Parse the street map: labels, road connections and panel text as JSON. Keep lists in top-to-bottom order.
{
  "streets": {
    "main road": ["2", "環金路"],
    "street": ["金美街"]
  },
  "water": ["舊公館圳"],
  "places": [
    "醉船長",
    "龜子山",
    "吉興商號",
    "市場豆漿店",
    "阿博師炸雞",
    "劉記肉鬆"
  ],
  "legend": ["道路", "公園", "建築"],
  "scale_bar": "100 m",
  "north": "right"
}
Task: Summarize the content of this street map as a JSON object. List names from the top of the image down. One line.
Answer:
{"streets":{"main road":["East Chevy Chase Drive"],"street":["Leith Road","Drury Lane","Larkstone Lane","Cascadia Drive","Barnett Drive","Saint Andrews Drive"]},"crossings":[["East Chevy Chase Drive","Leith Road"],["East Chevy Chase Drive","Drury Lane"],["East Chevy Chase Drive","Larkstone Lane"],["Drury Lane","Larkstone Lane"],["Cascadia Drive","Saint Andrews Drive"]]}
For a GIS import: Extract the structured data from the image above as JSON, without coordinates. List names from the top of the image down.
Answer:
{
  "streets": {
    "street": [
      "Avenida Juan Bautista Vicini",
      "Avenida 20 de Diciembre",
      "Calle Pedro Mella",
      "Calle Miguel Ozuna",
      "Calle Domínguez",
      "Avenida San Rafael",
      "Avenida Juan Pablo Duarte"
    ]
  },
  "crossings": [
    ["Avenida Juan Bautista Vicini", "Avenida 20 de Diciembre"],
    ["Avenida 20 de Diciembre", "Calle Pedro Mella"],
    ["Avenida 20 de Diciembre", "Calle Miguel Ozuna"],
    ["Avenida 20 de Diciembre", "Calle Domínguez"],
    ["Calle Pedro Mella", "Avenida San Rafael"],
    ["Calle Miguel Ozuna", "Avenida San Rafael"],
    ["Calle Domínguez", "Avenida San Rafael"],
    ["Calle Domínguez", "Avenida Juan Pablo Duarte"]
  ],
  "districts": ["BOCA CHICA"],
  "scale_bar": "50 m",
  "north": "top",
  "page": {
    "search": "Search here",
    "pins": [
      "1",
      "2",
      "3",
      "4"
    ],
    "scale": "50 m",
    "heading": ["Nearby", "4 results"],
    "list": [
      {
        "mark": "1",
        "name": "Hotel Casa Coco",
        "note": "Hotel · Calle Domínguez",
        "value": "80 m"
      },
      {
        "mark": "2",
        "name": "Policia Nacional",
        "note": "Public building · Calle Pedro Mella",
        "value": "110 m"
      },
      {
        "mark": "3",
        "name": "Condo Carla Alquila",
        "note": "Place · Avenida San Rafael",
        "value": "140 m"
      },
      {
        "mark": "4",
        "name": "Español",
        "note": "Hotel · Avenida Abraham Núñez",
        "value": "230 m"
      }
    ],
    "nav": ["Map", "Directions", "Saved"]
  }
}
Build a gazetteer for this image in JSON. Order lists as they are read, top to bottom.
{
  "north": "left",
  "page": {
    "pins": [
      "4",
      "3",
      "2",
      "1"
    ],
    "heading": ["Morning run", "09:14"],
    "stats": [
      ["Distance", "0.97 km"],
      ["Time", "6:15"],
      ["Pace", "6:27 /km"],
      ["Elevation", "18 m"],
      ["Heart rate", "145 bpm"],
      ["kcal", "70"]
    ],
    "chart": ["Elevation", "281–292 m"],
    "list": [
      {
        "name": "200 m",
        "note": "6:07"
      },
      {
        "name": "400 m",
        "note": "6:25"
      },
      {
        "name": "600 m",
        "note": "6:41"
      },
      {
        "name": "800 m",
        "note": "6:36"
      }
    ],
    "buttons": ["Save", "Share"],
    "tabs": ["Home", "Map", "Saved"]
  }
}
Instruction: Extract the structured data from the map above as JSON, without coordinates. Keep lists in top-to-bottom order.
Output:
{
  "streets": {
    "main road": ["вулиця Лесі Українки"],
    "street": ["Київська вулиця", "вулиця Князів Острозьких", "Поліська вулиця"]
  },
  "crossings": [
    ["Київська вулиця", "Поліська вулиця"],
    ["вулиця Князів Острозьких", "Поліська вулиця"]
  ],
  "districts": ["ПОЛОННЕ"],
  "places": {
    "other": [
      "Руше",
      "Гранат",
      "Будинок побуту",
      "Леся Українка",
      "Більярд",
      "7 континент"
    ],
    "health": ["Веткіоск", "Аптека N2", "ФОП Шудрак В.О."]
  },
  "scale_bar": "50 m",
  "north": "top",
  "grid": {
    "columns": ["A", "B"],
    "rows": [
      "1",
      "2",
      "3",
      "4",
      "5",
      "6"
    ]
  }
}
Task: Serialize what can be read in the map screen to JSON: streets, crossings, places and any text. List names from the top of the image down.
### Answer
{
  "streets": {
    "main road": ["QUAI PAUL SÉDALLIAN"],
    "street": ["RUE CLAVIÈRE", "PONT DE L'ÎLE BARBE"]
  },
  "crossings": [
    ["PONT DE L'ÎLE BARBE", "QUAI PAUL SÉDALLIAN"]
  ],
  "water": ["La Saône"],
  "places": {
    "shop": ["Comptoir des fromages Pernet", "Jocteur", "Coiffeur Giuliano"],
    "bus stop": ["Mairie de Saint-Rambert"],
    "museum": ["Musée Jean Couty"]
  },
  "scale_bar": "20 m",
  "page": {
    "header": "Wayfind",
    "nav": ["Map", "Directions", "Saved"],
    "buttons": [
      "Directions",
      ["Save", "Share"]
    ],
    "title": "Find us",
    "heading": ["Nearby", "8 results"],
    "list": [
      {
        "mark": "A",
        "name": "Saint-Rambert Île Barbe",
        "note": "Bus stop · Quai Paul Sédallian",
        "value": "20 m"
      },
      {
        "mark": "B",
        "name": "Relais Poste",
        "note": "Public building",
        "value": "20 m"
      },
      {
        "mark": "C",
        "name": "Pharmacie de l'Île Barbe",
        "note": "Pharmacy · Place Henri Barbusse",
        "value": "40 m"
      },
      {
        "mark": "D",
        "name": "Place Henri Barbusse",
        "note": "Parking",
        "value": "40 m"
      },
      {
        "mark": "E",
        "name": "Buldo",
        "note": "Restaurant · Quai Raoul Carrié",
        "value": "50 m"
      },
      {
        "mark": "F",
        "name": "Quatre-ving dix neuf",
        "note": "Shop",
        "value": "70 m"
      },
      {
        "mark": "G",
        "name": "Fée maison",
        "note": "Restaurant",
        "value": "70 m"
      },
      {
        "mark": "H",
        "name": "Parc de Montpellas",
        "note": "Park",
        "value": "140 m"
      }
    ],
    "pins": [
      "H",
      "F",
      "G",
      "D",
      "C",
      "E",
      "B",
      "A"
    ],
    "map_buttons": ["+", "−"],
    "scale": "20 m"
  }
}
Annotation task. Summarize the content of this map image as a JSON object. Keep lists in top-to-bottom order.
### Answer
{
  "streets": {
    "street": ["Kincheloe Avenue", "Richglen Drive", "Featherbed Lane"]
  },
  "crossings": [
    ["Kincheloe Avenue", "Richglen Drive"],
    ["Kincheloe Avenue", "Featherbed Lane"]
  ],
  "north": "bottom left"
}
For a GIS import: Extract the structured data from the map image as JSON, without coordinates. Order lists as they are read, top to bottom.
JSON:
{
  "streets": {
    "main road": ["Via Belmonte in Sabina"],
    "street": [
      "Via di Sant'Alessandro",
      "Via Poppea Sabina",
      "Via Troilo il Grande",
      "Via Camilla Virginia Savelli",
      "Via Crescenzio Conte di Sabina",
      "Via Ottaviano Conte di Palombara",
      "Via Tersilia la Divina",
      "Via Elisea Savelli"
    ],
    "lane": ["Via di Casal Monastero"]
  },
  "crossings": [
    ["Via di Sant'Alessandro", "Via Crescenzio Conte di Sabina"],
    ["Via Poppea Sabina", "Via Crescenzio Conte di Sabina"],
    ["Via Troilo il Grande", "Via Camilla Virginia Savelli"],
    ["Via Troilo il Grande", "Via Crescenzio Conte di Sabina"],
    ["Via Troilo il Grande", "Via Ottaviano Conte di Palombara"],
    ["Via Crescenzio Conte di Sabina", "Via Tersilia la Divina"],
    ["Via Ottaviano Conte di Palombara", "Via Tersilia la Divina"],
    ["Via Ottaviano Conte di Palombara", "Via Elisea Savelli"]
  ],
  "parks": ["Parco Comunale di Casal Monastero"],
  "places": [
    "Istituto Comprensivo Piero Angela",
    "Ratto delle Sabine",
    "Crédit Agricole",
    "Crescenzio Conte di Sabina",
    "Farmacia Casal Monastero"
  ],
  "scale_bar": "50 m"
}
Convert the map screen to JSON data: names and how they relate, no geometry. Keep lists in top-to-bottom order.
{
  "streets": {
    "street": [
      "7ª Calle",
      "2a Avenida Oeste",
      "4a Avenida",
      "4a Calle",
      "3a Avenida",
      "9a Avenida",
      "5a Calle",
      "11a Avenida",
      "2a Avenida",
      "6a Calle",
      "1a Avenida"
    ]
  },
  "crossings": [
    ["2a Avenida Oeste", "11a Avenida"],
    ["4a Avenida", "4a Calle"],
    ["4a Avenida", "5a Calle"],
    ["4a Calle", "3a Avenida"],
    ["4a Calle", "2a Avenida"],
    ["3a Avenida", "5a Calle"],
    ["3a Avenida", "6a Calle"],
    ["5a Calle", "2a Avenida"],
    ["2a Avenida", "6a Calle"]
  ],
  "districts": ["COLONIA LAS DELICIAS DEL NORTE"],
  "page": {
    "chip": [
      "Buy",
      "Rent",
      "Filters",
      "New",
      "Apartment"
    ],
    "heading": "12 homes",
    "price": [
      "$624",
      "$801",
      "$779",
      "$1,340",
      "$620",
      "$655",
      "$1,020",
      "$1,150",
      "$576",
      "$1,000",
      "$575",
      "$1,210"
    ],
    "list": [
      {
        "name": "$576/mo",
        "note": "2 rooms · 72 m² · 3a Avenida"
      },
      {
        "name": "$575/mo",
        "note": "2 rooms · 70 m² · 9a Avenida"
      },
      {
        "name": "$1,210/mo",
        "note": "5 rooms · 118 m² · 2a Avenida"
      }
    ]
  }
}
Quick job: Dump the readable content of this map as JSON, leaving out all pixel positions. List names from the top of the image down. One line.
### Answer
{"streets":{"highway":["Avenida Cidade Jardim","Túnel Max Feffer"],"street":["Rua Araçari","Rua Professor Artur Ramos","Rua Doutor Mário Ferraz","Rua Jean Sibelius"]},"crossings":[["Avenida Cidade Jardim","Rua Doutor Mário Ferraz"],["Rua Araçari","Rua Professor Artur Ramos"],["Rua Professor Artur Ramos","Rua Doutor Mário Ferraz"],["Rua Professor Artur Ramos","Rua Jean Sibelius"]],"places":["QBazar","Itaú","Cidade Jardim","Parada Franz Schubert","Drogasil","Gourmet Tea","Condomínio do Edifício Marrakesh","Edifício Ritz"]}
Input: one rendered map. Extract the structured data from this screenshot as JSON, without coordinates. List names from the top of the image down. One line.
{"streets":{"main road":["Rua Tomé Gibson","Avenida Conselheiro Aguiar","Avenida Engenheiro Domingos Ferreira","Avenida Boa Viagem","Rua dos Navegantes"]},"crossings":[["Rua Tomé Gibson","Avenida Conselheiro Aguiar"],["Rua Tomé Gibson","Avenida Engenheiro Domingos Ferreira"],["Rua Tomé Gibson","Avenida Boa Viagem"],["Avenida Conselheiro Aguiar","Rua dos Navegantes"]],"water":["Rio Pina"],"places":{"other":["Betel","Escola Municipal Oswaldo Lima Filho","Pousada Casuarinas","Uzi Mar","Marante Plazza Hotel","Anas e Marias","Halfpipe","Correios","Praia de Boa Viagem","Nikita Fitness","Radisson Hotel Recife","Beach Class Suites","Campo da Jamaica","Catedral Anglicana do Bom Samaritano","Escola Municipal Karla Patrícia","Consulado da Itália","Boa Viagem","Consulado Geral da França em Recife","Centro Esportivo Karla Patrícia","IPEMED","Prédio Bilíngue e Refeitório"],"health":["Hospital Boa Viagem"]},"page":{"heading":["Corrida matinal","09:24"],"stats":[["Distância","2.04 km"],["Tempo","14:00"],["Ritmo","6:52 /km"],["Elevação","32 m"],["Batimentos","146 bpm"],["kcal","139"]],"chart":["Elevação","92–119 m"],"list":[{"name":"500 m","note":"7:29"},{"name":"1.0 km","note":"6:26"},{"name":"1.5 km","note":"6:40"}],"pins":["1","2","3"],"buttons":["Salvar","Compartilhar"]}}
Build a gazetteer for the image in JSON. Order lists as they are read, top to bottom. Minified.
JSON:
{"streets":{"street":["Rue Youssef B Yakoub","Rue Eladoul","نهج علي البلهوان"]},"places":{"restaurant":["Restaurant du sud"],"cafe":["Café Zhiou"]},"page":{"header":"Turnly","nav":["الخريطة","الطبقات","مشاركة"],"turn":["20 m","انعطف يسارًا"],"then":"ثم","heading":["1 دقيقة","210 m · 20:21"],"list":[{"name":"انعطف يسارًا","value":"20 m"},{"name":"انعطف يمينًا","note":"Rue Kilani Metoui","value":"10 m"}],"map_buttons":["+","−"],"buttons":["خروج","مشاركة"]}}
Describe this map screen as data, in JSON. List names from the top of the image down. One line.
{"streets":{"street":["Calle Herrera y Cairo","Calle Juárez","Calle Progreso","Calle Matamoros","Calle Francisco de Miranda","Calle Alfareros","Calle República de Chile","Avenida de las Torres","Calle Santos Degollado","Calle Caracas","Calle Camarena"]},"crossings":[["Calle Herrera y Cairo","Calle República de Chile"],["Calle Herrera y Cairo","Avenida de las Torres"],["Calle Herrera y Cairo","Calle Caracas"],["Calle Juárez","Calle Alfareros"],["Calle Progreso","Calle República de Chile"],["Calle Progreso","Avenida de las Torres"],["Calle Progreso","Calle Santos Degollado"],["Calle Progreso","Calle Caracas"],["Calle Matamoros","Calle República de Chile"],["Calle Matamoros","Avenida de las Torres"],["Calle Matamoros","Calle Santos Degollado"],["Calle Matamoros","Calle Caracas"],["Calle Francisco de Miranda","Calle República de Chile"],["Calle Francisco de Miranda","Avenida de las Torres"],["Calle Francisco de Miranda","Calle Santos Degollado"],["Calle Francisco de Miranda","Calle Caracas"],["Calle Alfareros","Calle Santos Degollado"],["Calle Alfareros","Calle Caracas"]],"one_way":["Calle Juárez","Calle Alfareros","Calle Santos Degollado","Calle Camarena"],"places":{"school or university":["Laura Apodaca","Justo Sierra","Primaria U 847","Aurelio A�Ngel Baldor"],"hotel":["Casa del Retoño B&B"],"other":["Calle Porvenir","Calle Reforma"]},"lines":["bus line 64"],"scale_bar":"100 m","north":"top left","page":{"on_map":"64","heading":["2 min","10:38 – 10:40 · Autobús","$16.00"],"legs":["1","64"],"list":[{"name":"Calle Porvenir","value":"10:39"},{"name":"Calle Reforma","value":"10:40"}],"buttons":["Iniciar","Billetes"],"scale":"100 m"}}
▬▬▬
▶ **About this task**:
Determine how many lines in the listing above contain the word "text". Provide that figure only.

▶ **Solution**:
2